Data listing.
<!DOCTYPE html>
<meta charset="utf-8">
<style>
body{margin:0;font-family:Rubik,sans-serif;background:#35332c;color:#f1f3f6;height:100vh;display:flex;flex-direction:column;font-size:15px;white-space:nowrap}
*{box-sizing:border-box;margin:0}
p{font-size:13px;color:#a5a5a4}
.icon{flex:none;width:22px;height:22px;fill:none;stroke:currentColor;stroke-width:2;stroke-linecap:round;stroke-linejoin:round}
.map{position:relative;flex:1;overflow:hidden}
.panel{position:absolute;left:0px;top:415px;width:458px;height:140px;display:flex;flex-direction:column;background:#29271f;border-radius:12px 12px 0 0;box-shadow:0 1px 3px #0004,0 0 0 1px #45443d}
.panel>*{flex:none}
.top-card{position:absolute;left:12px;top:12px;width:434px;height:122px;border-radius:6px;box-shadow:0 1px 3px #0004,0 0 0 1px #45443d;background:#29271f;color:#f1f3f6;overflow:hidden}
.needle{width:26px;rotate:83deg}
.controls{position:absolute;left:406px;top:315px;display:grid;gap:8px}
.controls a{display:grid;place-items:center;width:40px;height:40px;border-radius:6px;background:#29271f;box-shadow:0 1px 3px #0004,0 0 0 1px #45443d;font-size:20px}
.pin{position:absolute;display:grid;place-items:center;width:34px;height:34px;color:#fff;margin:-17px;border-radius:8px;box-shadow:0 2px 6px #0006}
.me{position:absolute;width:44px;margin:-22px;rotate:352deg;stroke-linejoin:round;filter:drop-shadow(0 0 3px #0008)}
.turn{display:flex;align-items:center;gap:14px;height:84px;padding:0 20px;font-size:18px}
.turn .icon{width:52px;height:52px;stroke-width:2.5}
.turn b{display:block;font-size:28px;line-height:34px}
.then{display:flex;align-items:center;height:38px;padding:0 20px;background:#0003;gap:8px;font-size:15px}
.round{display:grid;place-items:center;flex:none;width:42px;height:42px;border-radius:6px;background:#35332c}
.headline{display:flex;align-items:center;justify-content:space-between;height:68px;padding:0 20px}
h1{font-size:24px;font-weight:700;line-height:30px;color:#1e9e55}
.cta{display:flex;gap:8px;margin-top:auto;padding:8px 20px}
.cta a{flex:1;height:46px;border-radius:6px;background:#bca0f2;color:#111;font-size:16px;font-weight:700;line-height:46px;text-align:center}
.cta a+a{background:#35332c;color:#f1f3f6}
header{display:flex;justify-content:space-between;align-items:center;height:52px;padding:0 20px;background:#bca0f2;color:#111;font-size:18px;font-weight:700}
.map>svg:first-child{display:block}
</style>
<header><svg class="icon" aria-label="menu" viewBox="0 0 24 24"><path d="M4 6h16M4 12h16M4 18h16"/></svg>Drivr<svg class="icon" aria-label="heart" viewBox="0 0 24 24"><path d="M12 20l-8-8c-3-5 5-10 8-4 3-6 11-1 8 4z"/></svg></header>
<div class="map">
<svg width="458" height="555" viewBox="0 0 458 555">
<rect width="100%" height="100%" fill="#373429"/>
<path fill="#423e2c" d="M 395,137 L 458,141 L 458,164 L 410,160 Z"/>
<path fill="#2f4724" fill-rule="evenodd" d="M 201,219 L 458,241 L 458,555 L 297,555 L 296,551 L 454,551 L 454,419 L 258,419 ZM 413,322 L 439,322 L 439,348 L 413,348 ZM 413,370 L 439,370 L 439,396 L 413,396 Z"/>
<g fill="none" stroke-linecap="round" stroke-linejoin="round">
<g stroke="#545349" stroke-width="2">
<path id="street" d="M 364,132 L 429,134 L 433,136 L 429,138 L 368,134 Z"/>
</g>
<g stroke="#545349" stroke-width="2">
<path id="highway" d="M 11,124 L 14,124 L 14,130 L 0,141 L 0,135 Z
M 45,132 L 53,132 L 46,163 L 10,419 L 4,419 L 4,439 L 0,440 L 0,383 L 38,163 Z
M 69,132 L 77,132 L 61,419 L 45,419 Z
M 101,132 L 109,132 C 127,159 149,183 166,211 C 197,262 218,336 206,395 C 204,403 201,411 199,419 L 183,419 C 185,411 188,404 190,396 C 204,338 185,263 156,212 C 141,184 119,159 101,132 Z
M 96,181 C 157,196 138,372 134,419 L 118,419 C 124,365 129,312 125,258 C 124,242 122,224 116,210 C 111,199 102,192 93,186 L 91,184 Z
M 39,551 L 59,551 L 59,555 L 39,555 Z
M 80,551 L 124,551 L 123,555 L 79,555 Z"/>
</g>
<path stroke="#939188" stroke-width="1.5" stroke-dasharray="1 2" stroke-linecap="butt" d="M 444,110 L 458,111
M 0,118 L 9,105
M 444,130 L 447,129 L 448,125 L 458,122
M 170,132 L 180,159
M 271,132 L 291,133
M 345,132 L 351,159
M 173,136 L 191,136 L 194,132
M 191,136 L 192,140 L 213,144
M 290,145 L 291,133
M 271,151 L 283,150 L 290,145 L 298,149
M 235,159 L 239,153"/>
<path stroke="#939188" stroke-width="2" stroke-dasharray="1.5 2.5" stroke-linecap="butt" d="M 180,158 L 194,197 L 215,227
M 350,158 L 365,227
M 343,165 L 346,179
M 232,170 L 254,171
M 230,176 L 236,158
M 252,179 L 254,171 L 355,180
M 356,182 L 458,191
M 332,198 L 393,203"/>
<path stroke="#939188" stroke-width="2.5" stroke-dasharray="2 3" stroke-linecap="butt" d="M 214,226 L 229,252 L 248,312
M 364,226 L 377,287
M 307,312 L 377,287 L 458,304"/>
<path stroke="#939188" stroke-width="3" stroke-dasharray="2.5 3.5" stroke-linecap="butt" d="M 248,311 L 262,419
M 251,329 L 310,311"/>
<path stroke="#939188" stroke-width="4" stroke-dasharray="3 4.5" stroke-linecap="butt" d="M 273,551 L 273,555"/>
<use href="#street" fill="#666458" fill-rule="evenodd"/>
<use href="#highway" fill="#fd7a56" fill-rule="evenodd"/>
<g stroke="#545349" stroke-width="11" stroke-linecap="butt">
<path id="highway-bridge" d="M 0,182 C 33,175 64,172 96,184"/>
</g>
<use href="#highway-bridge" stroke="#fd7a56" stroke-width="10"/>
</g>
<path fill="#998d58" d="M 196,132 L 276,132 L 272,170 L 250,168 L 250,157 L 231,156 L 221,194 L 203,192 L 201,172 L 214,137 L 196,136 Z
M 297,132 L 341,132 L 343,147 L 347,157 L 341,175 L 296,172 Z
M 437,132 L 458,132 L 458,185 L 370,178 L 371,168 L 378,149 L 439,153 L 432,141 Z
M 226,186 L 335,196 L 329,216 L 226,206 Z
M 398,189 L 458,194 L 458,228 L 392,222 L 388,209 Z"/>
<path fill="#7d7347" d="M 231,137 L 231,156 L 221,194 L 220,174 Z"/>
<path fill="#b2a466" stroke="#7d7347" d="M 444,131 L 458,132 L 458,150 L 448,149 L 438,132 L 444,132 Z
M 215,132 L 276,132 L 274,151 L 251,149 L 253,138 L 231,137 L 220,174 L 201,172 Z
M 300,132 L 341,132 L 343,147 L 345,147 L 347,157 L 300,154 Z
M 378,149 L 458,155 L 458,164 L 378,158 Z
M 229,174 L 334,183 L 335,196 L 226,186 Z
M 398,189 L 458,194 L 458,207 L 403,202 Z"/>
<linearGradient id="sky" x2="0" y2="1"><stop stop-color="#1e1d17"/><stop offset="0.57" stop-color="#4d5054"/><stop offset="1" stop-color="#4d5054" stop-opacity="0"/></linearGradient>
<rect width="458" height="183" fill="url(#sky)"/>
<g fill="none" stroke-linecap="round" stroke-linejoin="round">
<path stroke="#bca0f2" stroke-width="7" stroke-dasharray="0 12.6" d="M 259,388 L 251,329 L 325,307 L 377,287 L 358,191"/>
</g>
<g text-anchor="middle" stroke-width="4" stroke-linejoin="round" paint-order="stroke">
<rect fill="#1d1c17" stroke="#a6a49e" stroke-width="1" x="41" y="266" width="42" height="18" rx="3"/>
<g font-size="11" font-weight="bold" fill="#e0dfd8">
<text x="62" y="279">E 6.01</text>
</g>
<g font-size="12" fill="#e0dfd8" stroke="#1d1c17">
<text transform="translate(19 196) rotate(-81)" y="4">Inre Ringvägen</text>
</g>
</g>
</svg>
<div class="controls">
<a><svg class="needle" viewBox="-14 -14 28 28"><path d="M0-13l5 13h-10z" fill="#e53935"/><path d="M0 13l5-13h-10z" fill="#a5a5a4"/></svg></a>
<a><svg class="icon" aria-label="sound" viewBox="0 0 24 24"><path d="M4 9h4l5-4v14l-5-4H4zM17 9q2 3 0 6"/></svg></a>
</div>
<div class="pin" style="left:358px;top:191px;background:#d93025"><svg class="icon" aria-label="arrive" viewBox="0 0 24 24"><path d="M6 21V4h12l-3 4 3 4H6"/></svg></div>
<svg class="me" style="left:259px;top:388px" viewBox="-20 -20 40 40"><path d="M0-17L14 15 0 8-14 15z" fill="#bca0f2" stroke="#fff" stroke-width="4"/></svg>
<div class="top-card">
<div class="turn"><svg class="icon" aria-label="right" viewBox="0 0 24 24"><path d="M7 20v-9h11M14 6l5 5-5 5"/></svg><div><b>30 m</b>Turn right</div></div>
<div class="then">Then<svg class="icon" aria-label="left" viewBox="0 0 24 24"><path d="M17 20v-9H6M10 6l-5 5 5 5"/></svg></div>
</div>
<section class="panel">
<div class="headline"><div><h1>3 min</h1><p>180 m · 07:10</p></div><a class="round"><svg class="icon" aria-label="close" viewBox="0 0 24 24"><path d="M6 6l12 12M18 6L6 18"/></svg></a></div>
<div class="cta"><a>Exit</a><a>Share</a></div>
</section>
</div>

==

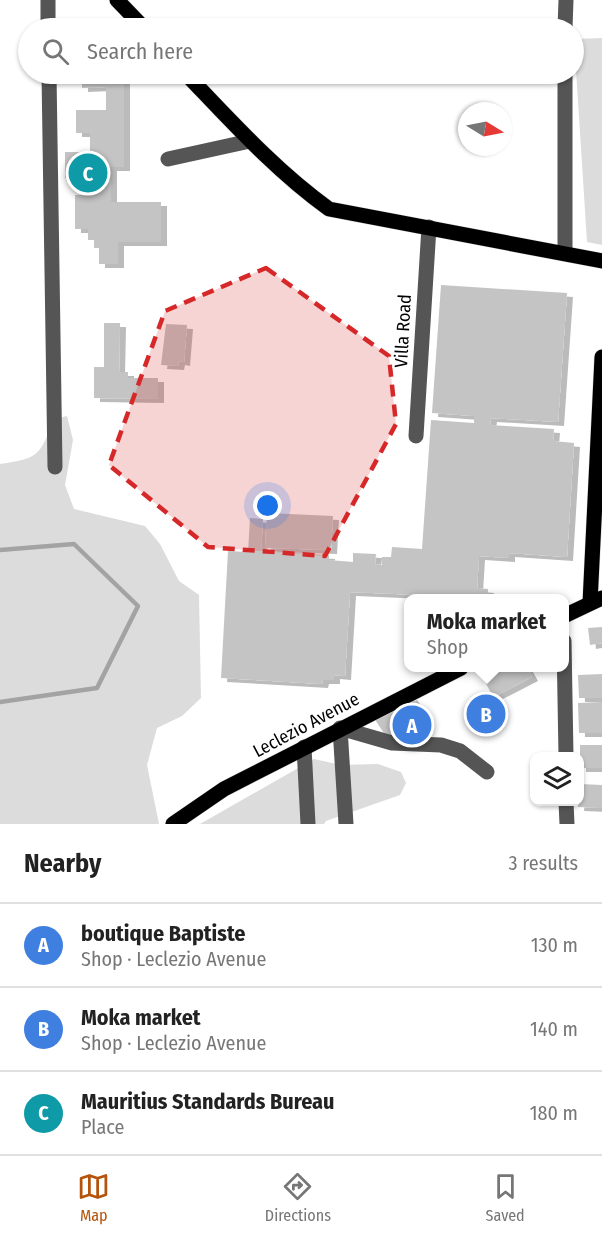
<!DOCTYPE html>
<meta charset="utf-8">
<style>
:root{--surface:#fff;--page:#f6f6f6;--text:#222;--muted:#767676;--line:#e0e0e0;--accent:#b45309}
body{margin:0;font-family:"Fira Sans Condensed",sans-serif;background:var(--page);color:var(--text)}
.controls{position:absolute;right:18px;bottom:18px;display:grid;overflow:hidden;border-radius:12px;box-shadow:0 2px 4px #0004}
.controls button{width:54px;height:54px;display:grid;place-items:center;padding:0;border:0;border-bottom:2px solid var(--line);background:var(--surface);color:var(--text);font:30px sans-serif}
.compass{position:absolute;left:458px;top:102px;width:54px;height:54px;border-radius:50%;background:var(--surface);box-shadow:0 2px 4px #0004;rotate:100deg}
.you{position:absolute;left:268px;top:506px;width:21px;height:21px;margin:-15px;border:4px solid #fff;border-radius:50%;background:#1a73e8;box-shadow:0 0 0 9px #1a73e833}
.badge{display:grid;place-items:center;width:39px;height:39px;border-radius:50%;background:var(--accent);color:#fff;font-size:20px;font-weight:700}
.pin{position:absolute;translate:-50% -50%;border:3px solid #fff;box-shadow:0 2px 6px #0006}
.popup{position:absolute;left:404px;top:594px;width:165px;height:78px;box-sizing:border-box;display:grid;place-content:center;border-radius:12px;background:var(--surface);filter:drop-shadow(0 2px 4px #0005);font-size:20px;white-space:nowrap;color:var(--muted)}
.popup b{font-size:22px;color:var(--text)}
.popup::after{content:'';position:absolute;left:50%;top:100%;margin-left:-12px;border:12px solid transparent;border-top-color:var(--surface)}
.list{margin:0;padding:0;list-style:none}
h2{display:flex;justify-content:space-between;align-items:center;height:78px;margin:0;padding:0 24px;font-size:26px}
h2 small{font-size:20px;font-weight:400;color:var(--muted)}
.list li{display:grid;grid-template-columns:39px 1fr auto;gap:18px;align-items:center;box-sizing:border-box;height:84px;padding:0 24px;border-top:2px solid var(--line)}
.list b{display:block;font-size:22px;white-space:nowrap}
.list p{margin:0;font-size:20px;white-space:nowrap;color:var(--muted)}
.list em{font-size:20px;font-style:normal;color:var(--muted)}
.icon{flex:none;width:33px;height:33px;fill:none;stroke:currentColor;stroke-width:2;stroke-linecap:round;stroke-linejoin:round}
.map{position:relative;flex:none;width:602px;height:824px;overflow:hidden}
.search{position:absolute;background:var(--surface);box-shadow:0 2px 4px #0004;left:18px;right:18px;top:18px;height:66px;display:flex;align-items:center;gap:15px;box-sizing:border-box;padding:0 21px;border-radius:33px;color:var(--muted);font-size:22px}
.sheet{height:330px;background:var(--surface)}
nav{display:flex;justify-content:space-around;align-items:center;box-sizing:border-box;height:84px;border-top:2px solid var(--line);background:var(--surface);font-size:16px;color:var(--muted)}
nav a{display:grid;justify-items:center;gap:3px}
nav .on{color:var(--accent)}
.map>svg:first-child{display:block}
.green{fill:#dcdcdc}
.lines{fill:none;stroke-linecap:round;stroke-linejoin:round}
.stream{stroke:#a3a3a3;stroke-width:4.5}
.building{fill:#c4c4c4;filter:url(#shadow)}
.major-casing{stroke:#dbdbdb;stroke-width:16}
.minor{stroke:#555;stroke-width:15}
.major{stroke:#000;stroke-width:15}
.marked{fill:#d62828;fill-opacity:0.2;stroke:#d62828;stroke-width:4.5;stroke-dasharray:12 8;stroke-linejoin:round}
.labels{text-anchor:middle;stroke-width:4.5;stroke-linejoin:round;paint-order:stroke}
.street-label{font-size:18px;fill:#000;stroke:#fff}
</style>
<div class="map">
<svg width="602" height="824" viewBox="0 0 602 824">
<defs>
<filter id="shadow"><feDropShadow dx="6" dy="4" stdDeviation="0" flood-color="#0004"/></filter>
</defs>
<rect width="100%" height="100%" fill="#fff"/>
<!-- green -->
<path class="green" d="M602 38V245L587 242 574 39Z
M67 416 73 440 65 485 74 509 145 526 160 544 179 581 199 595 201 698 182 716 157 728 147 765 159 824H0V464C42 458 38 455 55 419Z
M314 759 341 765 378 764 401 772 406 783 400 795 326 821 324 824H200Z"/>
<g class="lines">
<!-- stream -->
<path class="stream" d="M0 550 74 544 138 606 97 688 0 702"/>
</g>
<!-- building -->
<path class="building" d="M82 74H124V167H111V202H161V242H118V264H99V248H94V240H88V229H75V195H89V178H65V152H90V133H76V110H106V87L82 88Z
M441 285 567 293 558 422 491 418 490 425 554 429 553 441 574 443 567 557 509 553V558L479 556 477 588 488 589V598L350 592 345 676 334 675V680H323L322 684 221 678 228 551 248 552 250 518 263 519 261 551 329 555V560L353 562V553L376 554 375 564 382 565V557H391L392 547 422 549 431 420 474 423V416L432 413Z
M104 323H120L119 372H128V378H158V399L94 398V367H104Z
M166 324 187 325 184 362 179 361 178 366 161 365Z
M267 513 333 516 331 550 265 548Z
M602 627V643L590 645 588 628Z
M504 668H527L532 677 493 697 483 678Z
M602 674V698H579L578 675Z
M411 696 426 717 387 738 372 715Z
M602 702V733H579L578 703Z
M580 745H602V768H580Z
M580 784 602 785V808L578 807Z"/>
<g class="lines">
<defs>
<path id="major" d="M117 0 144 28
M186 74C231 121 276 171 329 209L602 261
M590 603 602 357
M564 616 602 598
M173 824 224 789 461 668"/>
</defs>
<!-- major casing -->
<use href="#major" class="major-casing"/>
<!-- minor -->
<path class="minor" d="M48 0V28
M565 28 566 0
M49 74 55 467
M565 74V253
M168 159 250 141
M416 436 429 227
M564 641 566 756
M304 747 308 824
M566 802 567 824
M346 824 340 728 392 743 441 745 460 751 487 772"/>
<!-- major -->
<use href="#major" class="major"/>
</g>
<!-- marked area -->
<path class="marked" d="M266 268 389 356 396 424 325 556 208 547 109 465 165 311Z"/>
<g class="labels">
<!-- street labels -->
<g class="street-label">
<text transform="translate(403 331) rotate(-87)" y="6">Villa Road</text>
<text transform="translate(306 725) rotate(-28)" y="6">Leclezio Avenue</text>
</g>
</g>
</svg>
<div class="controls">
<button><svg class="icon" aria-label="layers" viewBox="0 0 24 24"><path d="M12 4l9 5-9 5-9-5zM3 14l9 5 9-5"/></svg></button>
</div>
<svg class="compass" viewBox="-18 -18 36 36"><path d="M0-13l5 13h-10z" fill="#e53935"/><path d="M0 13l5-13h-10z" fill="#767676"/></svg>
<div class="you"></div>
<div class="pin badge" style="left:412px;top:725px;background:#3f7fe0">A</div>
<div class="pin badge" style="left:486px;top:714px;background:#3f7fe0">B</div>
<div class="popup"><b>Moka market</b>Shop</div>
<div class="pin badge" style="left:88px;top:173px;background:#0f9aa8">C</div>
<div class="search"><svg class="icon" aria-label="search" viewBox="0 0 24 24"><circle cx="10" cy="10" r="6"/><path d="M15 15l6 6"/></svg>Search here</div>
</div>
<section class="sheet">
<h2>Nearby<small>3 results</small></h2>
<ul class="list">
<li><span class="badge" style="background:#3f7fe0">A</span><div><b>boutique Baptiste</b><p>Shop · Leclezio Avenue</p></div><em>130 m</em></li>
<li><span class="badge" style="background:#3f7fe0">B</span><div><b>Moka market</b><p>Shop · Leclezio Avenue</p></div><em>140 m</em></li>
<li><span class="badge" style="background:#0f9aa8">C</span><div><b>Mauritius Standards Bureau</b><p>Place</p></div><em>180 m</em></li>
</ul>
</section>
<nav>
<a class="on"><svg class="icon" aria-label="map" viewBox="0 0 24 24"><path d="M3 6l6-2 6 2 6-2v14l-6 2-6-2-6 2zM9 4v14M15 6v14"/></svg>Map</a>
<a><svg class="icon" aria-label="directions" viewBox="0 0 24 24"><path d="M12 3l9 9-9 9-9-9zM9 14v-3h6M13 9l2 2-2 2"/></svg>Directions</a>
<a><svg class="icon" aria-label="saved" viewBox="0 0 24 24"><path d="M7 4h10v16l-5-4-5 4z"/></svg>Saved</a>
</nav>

Action item.
Pull out every line of the entries that includes the word "controls".

Answer for the task.
.controls{position:absolute;left:406px;top:315px;display:grid;gap:8px}
.controls a{display:grid;place-items:center;width:40px;height:40px;border-radius:6px;background:#29271f;box-shadow:0 1px 3px #0004,0 0 0 1px #45443d;font-size:20px}
<div class="controls">
.controls{position:absolute;right:18px;bottom:18px;display:grid;overflow:hidden;border-radius:12px;box-shadow:0 2px 4px #0004}
.controls button{width:54px;height:54px;display:grid;place-items:center;padding:0;border:0;border-bottom:2px solid var(--line);background:var(--surface);color:var(--text);font:30px sans-serif}
<div class="controls">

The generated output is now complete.